*** Opening EXERCISE INPUT ***

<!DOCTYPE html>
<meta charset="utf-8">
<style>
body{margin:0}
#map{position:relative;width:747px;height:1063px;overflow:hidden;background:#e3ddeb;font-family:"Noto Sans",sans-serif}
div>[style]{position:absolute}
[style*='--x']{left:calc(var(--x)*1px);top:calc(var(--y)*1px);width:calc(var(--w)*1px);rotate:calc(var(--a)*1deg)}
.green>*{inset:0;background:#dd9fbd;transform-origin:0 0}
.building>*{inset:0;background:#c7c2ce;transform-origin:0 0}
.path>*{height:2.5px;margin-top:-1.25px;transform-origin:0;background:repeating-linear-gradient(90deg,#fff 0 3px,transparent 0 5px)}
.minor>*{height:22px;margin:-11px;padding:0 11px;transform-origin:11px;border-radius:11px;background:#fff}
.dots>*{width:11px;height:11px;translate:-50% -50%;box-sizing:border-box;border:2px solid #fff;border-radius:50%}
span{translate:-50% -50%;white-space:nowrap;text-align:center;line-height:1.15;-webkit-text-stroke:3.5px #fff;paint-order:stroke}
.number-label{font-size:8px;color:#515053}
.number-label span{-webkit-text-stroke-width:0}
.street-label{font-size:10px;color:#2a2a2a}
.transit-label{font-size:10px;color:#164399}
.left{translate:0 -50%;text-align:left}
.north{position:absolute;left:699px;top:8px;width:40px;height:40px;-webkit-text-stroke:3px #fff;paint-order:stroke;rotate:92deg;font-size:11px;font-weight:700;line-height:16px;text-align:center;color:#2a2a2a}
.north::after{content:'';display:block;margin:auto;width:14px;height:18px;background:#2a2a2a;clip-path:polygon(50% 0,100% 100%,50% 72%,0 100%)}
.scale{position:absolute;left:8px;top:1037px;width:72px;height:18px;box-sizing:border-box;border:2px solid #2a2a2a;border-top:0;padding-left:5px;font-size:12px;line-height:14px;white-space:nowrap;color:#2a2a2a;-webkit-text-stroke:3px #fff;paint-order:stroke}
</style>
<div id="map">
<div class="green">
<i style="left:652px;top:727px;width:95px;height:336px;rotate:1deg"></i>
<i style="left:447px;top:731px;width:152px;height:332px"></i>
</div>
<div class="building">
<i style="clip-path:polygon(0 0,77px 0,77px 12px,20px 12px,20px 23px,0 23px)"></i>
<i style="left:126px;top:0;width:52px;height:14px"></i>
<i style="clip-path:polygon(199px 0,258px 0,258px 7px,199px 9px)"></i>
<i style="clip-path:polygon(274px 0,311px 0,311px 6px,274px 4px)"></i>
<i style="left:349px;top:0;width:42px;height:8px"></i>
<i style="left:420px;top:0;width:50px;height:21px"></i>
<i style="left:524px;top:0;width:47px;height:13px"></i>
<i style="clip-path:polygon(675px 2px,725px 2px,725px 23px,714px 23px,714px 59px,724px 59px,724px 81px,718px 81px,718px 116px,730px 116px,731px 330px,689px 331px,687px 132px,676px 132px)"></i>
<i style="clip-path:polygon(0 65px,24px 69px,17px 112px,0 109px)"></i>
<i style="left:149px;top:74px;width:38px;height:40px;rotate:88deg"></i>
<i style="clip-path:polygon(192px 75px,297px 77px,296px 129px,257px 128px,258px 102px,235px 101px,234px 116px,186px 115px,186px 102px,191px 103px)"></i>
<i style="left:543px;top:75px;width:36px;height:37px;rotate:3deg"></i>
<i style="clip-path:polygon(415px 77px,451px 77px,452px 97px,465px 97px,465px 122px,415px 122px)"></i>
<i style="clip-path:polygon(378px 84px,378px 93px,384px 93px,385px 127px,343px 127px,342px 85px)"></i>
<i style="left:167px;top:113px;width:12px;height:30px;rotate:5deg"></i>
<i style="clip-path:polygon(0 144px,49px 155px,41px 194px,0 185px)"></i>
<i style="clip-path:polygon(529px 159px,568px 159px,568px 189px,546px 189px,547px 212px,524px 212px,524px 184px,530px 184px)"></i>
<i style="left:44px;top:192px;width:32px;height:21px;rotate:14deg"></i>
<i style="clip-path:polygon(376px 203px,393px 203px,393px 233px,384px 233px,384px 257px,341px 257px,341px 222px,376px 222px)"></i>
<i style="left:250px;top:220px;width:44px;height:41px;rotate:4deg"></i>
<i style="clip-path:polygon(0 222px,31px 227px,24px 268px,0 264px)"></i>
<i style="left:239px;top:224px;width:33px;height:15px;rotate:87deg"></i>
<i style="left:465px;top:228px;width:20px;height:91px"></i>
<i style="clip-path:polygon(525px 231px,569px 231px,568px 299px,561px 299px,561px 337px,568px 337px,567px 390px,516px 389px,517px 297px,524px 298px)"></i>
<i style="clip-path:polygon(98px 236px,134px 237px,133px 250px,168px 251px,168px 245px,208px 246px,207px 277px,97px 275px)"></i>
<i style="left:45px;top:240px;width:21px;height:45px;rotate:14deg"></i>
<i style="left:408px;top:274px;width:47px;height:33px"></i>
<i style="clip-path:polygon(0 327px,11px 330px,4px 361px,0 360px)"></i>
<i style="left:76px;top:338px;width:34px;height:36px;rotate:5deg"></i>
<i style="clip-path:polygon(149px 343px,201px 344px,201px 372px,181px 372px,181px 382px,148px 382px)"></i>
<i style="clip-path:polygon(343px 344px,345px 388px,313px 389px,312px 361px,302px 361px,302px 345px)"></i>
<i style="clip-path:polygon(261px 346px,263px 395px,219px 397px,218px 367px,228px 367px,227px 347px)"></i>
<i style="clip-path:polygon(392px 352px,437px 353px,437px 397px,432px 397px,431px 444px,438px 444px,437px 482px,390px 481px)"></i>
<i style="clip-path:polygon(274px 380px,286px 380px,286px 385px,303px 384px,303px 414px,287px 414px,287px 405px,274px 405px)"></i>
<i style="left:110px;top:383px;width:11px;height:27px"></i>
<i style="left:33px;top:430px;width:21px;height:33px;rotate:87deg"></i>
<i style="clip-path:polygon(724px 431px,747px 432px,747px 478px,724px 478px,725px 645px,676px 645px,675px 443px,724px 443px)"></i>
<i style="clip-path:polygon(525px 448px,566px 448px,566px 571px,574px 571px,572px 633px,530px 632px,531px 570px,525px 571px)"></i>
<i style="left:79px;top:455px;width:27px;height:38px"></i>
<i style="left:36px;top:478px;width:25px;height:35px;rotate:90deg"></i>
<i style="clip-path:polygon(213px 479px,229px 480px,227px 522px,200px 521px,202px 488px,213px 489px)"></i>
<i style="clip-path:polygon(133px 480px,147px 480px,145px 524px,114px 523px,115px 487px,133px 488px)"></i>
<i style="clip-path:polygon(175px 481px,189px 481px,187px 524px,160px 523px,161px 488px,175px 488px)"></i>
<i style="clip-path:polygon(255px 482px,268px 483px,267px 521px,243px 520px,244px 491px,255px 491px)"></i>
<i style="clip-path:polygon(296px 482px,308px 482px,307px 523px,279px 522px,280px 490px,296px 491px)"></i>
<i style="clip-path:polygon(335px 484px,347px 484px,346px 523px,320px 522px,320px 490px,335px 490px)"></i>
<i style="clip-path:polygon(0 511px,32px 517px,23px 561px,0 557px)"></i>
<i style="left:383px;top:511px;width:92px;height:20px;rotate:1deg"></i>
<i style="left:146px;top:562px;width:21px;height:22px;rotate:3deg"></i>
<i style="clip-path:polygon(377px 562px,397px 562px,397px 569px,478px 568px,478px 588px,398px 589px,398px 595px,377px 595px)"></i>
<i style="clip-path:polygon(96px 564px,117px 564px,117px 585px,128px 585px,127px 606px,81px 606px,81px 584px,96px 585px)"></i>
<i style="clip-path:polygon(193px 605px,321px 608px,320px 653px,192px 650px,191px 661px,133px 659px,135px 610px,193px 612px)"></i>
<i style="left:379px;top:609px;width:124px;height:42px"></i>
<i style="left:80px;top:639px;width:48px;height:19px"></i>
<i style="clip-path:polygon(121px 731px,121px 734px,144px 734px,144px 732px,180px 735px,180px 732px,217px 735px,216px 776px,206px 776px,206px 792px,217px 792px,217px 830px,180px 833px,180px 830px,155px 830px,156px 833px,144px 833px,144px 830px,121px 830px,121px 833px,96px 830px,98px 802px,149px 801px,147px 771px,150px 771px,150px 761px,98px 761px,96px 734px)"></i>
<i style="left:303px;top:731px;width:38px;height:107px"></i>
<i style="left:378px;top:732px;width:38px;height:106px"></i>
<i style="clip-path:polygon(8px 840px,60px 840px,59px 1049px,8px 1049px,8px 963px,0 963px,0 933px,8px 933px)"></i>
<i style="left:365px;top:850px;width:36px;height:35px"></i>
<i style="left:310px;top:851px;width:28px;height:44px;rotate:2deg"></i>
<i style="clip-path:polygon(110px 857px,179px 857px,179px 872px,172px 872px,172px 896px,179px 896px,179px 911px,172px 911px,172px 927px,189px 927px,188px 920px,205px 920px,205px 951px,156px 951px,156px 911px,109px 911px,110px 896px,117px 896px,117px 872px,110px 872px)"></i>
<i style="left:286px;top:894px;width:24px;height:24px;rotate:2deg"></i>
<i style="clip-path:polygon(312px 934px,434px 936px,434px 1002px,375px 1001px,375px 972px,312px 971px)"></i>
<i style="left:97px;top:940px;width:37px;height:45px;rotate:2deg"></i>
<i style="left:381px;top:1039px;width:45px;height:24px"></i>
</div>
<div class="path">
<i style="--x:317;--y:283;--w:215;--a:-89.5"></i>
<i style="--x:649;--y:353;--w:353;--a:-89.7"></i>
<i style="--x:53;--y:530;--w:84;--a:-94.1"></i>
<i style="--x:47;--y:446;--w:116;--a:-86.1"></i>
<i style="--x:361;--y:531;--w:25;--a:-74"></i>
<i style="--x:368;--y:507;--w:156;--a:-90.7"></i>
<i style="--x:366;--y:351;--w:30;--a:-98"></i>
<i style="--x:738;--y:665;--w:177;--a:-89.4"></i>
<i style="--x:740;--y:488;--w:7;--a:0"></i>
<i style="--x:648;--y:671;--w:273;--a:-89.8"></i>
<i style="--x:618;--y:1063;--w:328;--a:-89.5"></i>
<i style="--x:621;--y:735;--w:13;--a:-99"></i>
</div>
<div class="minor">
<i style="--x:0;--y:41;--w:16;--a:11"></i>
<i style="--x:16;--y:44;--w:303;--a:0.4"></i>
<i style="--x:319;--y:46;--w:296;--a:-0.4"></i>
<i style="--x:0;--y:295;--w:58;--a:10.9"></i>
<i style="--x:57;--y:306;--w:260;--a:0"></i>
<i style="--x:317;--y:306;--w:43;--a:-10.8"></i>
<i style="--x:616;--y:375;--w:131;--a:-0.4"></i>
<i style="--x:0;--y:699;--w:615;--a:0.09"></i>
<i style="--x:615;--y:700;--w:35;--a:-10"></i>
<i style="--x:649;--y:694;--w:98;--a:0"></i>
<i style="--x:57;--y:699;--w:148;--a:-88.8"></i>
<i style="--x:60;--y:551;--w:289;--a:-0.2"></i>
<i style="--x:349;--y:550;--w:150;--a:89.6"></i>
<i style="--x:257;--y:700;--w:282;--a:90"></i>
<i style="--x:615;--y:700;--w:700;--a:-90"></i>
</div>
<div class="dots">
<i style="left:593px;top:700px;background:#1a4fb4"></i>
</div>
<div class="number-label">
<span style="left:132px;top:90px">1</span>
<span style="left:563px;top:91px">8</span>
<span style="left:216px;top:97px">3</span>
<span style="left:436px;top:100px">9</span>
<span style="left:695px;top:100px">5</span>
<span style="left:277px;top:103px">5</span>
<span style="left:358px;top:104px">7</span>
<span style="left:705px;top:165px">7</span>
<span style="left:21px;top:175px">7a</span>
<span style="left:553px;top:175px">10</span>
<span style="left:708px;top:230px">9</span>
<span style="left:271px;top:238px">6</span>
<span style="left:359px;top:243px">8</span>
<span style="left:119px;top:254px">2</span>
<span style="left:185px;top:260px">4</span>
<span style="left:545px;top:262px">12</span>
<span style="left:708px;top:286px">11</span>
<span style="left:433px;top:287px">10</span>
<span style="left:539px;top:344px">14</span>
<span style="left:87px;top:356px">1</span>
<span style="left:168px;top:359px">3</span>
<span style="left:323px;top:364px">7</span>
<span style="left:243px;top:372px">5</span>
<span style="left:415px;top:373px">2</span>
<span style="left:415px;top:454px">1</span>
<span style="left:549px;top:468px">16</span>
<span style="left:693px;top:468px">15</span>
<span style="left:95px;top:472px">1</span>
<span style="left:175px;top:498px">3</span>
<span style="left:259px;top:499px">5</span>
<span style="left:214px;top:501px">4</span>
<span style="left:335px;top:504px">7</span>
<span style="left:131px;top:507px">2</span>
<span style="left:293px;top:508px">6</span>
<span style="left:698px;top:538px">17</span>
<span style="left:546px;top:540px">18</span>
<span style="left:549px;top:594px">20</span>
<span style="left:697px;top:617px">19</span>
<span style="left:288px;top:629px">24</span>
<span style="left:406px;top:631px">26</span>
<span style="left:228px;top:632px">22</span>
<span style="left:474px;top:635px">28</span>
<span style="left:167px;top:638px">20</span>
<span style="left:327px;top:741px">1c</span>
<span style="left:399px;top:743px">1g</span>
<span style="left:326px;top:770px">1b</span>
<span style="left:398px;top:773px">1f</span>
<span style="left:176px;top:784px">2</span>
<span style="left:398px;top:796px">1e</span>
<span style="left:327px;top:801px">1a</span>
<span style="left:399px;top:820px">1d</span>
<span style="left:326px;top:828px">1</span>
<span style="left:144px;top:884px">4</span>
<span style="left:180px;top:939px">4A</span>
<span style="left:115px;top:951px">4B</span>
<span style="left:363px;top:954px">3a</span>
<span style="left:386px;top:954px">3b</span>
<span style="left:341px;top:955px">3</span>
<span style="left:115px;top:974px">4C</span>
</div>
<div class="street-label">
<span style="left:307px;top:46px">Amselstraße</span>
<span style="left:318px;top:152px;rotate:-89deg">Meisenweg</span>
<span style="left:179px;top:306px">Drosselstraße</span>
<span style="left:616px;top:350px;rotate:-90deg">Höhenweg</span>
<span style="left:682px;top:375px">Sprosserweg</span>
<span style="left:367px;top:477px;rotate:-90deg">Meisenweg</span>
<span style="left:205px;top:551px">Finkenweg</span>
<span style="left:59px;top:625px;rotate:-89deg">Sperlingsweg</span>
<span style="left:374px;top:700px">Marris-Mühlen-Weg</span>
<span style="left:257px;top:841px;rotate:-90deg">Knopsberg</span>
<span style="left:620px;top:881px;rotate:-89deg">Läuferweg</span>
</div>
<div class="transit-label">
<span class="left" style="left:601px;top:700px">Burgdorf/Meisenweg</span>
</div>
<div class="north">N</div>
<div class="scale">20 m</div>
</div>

*** Closing EXERCISE INPUT ***

YOUR INSTRUCTIONS - In the records, how many lines hold the word "green"? Answer with the number and no other words.

YOUR SOLUTION - 2